When’s The Right Time To Buy Options?

VIX, now at the 11-12 percent level, seems low. Does that mean S&P options are cheap?

“A bargain,” said one-time guru Franklin Jones, “is something you can’t use at a price you can’t resist.” Such, I think, is often the case for option volatility. We’ve all heard how low the VIX “fear index” is now.  VIX—a truncation of “volatility index”—is the market’s expectation of near-term volatility derived from options on the S&P 500 Index (SPX). Generally, VIX values greater than 30 signal heightened investor uncertainty while readings below 20 indicate some degree of complacency.

The numbers represent percentages--specifically, the standard deviation in the index price forecast by at-the-money calls and puts. Options are considered expensive when implied volatilities are high and cheap when volatilities are low. Ideally, option buyers purchase contracts as volatilities ebb while writers use volatility spikes to sell rich contracts.  Trouble is, raw volatility numbers aren’t really a good guide to option bargains. You need context to discern cheap from dear.  A chart can certainly help.

 

Click to Enlarge

 

VIX is depicted by the black line. You’ll note, too a blue line which represents actual index volatility over the preceding 20 trading days. By and large, option-implied and historic volatility move in unison but there are times when the metrics diverge. The degree of divergence is depicted by the red line.  And is this line you can use to make quick-and-dirty assessments of option bargains.

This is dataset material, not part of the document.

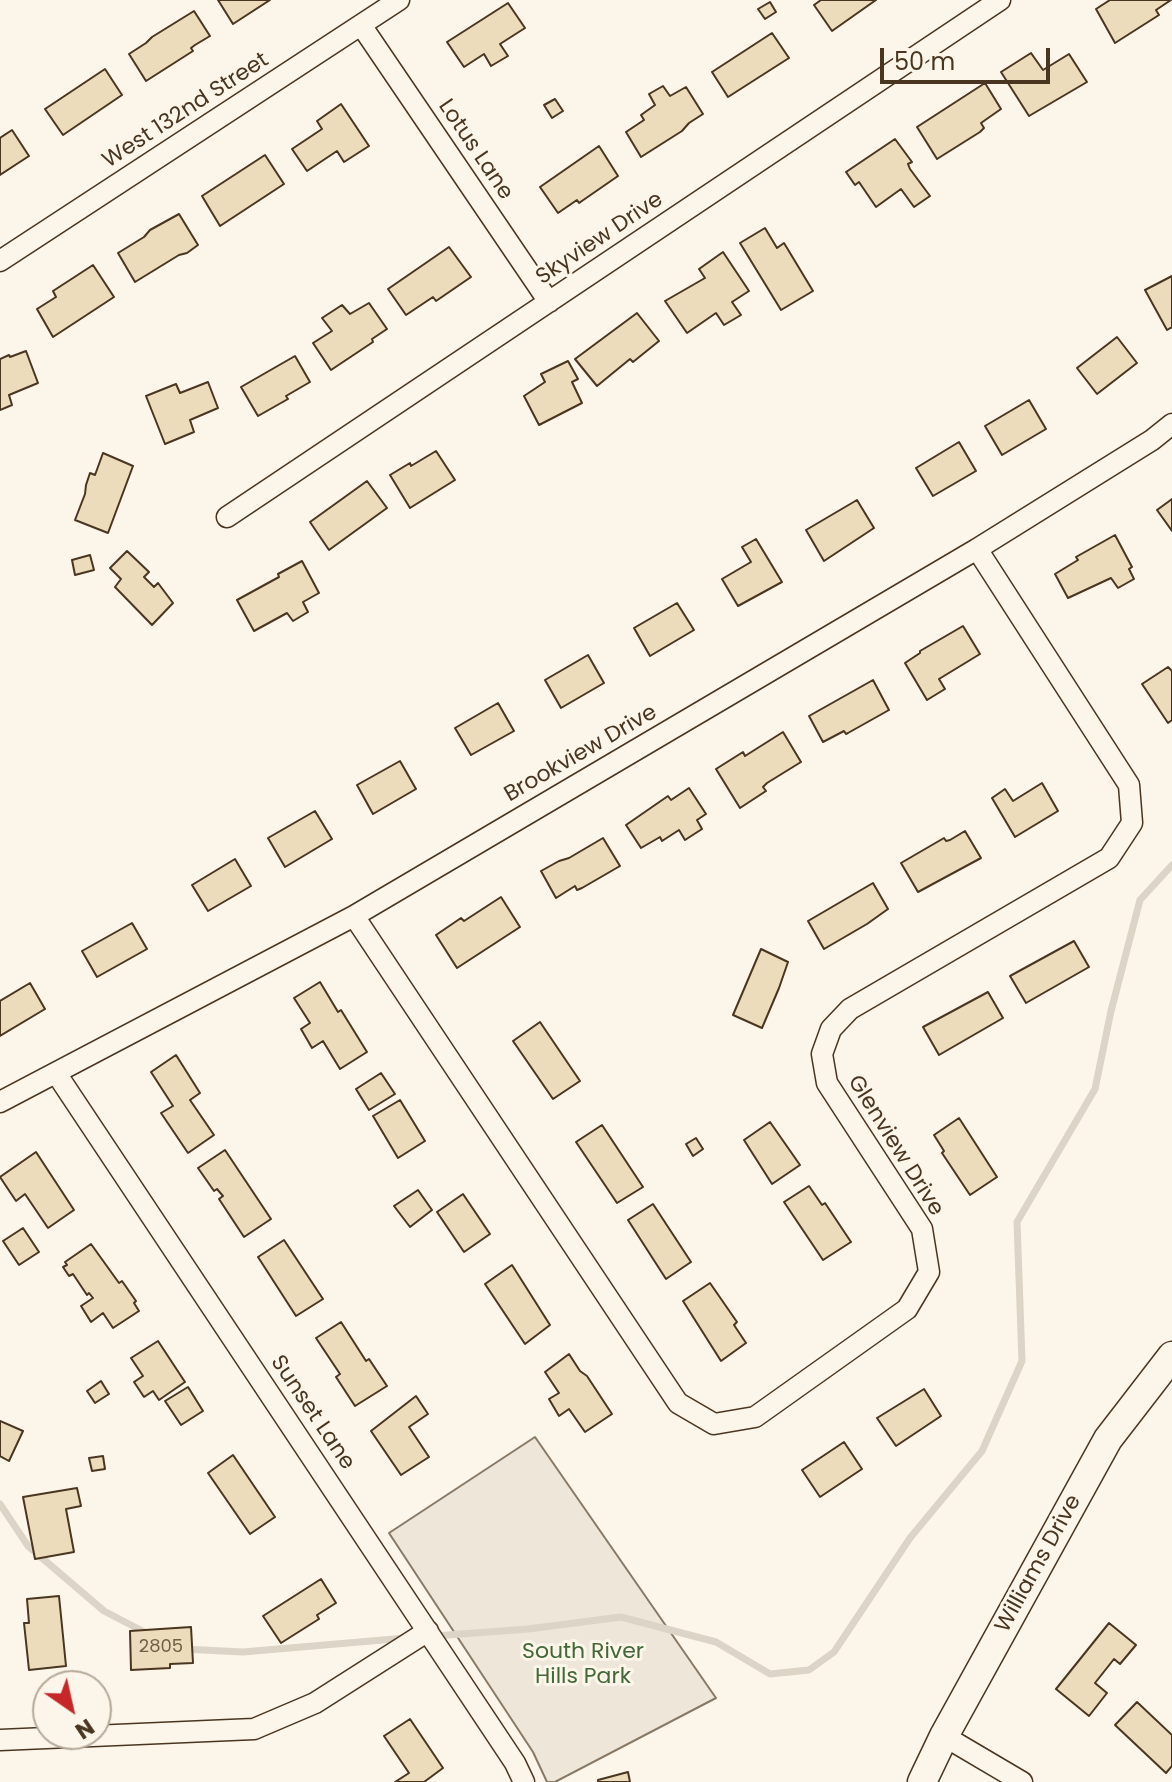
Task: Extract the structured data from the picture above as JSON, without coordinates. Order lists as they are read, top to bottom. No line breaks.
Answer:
{"streets":{"main road":["Williams Drive"],"street":["West 132nd Street","Lotus Lane","Skyview Drive","Brookview Drive","Glenview Drive","Sunset Lane"]},"crossings":[["West 132nd Street","Lotus Lane"],["Lotus Lane","Skyview Drive"],["Brookview Drive","Glenview Drive"],["Brookview Drive","Sunset Lane"]],"parks":["South River Hills Park"],"house_numbers":["2805"],"scale_bar":"50 m","north":"bottom right"}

The “relative expense” of at-the-money SPX options averaged 3.72 percent over the past year, ranging from a very rich 9.97 percent to a bargain-basement -2.18 percent. There’s your context. If relative expense heads south of the zero line, it’s time to start shopping for contracts. But that’s a rare occurrence. 

The question, then, becomes “puts or calls?”  And that’s where trend analysis comes in. Is the prevailing pattern expected to continue or reverse? Are you a bull or a bear?

Of course, if you’re not willing or able to buy options, these cheapies may not be bargains at all.

 

 

 

Brad Zigler pens Wealthmanagement.com's Alternative Insights newsletter. Formerly, he headed up marketing and research for the Pacific Exchange's (now NYSE Arca) option market and the iShares complex of exchange traded funds.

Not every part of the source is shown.